Supplied records:

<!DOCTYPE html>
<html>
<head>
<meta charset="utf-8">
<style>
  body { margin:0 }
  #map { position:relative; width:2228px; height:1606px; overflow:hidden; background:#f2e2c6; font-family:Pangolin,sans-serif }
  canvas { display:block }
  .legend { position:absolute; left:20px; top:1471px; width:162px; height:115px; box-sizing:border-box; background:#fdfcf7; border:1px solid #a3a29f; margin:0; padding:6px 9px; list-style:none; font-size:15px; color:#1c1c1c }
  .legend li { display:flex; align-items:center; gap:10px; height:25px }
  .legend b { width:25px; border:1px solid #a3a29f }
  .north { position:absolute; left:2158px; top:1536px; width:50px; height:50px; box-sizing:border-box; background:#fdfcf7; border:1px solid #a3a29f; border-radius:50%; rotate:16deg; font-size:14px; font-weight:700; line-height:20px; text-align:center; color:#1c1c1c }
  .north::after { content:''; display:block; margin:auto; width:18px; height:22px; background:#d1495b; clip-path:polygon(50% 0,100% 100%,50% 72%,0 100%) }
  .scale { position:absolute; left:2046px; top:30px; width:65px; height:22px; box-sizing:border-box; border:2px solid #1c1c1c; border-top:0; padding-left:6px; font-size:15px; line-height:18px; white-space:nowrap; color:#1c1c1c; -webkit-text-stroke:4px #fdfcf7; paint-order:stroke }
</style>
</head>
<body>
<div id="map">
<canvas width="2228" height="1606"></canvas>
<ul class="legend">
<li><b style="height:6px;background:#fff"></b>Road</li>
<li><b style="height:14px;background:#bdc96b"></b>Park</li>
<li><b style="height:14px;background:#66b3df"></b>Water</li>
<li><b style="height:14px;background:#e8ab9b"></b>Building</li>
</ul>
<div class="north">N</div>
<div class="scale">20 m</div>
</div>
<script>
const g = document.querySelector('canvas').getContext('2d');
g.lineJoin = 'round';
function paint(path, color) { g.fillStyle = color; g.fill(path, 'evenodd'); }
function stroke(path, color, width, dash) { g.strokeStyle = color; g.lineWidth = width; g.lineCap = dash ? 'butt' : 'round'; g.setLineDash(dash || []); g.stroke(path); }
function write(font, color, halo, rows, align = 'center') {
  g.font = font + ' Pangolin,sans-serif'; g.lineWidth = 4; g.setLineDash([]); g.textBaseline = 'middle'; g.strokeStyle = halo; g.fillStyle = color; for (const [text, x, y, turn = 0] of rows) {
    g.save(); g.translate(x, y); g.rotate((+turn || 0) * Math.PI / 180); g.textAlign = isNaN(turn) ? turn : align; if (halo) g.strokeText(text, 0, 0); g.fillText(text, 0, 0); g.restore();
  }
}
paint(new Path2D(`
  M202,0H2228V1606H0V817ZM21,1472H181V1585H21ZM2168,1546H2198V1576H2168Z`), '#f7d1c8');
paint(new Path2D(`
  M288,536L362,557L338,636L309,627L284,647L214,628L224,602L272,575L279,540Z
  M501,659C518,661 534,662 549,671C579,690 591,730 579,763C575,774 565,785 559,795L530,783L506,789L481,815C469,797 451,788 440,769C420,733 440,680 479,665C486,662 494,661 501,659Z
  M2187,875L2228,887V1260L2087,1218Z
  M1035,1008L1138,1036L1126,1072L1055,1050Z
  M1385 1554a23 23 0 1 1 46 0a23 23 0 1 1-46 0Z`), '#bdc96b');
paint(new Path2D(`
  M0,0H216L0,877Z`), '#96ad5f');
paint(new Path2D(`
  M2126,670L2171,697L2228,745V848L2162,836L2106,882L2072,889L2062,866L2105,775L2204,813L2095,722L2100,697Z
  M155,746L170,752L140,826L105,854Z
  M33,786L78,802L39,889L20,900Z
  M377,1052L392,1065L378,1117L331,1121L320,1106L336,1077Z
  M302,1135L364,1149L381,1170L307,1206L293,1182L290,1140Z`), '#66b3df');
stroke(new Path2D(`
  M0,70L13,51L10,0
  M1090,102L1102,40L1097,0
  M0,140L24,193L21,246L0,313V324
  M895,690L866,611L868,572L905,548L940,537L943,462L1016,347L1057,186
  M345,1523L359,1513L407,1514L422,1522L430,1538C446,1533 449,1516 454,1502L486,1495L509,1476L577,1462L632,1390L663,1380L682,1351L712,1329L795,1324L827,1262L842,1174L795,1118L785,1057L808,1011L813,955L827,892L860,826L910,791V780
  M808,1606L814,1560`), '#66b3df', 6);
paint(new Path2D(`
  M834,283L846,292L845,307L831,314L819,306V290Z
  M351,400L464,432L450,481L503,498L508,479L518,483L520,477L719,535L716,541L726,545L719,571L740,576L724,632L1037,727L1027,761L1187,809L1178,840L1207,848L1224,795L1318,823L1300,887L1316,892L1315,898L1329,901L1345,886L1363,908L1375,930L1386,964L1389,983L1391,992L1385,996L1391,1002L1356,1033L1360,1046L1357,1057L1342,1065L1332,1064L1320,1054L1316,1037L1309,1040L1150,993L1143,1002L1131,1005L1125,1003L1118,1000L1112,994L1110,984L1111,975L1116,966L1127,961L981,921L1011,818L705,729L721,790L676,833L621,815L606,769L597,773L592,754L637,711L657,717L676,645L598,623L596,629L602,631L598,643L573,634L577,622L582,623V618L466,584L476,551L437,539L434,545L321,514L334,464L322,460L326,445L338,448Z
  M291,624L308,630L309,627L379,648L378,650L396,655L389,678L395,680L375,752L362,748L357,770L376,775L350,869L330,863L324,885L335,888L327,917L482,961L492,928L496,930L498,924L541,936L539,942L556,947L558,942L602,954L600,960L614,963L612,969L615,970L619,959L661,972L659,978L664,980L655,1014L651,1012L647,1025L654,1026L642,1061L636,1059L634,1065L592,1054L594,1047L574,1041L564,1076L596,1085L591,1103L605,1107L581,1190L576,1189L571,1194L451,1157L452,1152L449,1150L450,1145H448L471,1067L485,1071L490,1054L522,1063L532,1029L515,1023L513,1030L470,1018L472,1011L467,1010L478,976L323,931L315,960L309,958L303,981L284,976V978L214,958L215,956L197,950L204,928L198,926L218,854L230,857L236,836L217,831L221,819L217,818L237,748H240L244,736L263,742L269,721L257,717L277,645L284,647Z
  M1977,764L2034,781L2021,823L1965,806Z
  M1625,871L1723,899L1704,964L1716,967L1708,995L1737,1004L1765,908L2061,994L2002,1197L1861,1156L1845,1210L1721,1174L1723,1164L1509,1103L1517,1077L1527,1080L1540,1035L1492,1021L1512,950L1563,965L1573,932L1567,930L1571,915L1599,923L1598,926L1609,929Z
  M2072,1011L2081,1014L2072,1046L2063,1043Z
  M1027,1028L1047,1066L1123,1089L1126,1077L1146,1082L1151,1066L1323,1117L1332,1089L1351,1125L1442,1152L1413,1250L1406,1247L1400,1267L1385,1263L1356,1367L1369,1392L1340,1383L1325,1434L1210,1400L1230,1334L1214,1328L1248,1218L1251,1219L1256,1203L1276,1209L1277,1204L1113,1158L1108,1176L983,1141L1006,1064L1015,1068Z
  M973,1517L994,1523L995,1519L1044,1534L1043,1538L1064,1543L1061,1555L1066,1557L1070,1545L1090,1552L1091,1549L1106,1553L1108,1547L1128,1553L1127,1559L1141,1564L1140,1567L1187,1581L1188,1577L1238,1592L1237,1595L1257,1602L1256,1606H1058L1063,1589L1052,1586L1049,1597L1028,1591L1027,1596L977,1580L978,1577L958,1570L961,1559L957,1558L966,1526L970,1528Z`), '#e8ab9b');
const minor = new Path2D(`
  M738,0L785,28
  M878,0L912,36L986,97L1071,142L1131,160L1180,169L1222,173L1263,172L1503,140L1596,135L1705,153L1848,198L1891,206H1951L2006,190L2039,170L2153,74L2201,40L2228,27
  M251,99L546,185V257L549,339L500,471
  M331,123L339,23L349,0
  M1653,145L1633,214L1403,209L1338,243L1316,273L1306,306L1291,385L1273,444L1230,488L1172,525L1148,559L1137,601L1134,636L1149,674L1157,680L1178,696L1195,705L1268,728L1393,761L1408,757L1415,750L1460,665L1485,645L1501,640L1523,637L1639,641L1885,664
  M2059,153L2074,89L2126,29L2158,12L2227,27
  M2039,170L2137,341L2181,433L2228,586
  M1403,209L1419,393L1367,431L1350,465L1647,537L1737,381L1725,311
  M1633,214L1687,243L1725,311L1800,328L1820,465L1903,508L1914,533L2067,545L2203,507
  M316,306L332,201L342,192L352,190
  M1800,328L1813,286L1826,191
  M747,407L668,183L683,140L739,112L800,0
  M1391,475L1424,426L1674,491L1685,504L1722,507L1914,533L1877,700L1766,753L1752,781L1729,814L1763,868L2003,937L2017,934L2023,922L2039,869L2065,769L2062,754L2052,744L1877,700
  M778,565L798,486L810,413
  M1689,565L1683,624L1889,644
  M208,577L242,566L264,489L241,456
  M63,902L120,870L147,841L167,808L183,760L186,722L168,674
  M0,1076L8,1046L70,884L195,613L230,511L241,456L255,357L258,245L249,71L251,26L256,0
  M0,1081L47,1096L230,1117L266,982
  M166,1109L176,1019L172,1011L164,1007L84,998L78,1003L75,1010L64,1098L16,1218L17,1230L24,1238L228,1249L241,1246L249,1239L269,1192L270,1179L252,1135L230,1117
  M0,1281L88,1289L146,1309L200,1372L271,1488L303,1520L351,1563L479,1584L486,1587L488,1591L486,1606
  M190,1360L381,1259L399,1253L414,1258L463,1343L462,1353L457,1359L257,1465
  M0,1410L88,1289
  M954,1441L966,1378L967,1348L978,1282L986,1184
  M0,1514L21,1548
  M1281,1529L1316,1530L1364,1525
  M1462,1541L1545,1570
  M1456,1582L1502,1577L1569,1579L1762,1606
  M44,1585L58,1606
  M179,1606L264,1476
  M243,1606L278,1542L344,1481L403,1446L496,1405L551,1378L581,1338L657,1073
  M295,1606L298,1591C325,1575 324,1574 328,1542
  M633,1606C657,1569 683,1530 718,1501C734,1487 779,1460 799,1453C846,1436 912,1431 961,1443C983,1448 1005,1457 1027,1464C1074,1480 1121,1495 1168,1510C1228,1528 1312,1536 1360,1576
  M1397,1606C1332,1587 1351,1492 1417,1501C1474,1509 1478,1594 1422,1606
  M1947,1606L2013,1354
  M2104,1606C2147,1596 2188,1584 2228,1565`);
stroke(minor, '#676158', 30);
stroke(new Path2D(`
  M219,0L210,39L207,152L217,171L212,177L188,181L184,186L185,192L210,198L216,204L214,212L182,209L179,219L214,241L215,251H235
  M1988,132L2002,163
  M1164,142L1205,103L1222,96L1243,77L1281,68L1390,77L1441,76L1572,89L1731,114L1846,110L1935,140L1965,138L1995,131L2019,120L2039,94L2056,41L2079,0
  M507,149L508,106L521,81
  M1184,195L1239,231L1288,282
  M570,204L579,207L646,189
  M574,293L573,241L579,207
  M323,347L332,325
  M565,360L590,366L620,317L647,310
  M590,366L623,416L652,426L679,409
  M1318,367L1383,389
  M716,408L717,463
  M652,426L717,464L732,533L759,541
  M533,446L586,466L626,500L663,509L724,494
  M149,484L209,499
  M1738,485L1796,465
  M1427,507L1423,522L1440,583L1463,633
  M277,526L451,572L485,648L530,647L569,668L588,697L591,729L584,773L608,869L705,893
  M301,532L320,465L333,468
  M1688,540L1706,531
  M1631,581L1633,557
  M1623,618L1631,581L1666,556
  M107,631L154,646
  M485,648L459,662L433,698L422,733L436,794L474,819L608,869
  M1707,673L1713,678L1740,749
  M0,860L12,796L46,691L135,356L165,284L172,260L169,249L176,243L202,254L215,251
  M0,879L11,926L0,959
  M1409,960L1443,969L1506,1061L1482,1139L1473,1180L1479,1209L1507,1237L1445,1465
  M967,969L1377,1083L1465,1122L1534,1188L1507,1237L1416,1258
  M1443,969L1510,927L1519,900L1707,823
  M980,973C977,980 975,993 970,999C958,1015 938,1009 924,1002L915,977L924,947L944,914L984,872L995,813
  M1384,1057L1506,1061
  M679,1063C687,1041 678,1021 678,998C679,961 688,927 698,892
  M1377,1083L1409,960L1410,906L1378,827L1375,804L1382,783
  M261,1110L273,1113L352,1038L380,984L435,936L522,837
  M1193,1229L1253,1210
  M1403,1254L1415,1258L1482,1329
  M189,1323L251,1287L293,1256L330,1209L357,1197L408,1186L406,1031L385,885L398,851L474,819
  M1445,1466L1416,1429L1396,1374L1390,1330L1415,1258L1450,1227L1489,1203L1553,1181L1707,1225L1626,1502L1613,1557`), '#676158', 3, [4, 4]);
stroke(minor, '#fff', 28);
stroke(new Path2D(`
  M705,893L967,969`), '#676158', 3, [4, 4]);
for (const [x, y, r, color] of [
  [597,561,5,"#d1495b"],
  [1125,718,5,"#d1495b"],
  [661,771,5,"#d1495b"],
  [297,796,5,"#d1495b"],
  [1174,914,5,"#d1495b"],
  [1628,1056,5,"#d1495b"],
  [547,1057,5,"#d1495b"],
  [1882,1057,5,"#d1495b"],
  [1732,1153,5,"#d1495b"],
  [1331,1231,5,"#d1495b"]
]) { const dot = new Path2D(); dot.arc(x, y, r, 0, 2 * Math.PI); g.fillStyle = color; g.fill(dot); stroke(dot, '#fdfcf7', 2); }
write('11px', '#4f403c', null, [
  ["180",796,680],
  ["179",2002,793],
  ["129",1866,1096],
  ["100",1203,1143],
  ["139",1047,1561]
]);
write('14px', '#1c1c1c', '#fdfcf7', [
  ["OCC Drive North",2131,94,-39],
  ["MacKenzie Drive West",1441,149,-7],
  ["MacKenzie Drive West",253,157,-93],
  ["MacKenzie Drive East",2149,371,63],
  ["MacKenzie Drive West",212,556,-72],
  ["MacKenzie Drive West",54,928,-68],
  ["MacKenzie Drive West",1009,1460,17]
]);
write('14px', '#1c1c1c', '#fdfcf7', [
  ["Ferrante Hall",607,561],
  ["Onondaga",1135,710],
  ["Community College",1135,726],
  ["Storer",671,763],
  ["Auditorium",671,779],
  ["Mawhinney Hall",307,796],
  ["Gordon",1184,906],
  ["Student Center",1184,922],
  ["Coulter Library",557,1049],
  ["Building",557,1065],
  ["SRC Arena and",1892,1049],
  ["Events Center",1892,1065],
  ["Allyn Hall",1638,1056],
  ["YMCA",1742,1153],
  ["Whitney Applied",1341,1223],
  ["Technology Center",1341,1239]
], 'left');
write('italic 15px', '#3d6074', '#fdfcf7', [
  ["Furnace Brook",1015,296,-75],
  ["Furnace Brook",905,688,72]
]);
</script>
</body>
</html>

The problem:
Scan the material above for the word "canvas". Copy each line where it occurs.

Solution to this problem:
  canvas { display:block }
<canvas width="2228" height="1606"></canvas>
const g = document.querySelector('canvas').getContext('2d');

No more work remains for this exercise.